# How much TSP?



## DeepC (Aug 12, 2020)

Can someone please help me raising my phosphorous? My soil test showed to be low in Phosphorus coming in at 18 lbs/acre. I have purchased a 50lb bag of Tsp-Triple Super Phosphate 0-46-0. I have looked in the Soil Remedeation Guide and it says you can add 2 lbs per month during the growing season. I am in Texas and I have bermuda that is 90% dormant now so I was thinking (hoping) maybe I could add more than that amount to bulk up for spring to start off at the desired level. Can someone help me figure out how many pounds of phosphorous I need to add to be at the perfect level? And how much can I add now? Thank you so much for any guidance you can give me.


----------



## Ridgerunner (May 16, 2017)

Every 1# per thousand square feet of P2O5 should increase P levels by about 18 lbs per acre. 0-46-0 is 46% P2O5. 2.17 lbs of 0-46-0 per thousand square feet will = 1# of P2O5.


----------



## g-man (Jun 15, 2017)

If your soil never gets frozen, then you can apply the 2lb of TSP/month every month. Your value is low, but it will take a long time to get it into a good spot.
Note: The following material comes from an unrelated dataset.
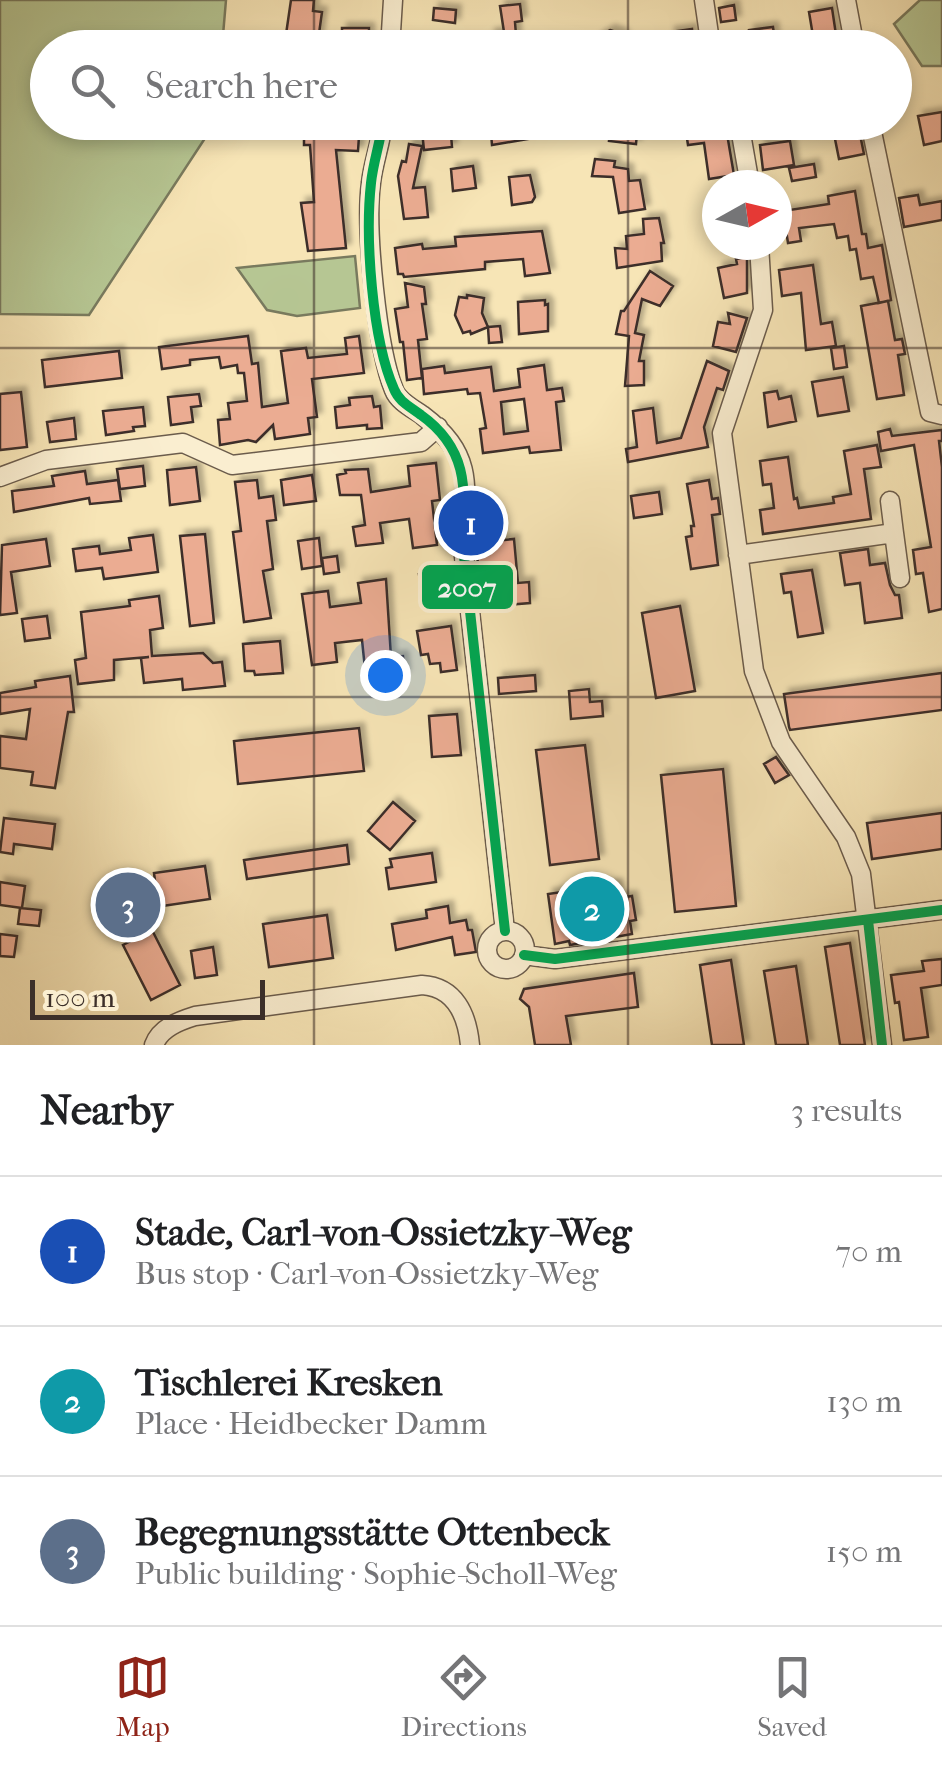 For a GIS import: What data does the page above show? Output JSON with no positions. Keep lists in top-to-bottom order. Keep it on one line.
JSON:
{"lines":["transit line 2007"],"scale_bar":"100 m","north":"right","page":{"search":"Search here","pins":["1","3","2"],"scale":"100 m","heading":["Nearby","3 results"],"list":[{"mark":"1","name":"Stade, Carl-von-Ossietzky-Weg","note":"Bus stop · Carl-von-Ossietzky-Weg","value":"70 m"},{"mark":"2","name":"Tischlerei Kresken","note":"Place · Heidbecker Damm","value":"130 m"},{"mark":"3","name":"Begegnungsstätte Ottenbeck","note":"Public building · Sophie-Scholl-Weg","value":"150 m"}],"nav":["Map","Directions","Saved"]}}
Don't try to rush, this is a marathon and you can have a nice lawn with have you have.


----------



## Ridgerunner (May 16, 2017)

Just noticed your pH. At 8.4, much of the P is going to quickly get tied up in unusable forms. No advantage to putting down large quantities to hit some "ideal" max level. Better to try to insure P availability to the turf by spoon feeding on a constant basis.


----------



## DeepC (Aug 12, 2020)

@Ridgerunner , Thank you so much for your help. I will see if I can dissolve the TSP in water to see if I can spray it to spoon feed. Assuming that's what you mean. I'm going to be using T-nex this coming season so I could spoon feed in those applications.


----------



## Ridgerunner (May 16, 2017)

By "spoon feeding", I mean small doses, more often. For example: applying 1/2#- 3/4#/M of granular 0-46-0 product every 2 weeks or, more realistically, 1 to 1 1/2#/M every month during the growing season (about double what the turf will use) rather than 2- 3#/M at a time in the Spring and Fall that some labs might recommend for curing a deficit. Turf needs about 0.25 to 0.4 lbs of P2O5 for every 1 lb of N used. Any P amount above what the turf uses will contribute to soil reserves/insurance of availability or in high pH or very low pH soils, get locked up in unusable forms.
Spaying is not in my wheelhouse. @g-man may be able to advise you on that.


----------



## g-man (Jun 15, 2017)

You can spray some of it, but to address your soil issues, go with granular.


----------



## DeepC (Aug 12, 2020)

I have been trying to find MAP Monoammonium Phosphate too but I haven't had any luck?
I may have to pay a fortune for it online. Any suggested sources for ordering it online?


----------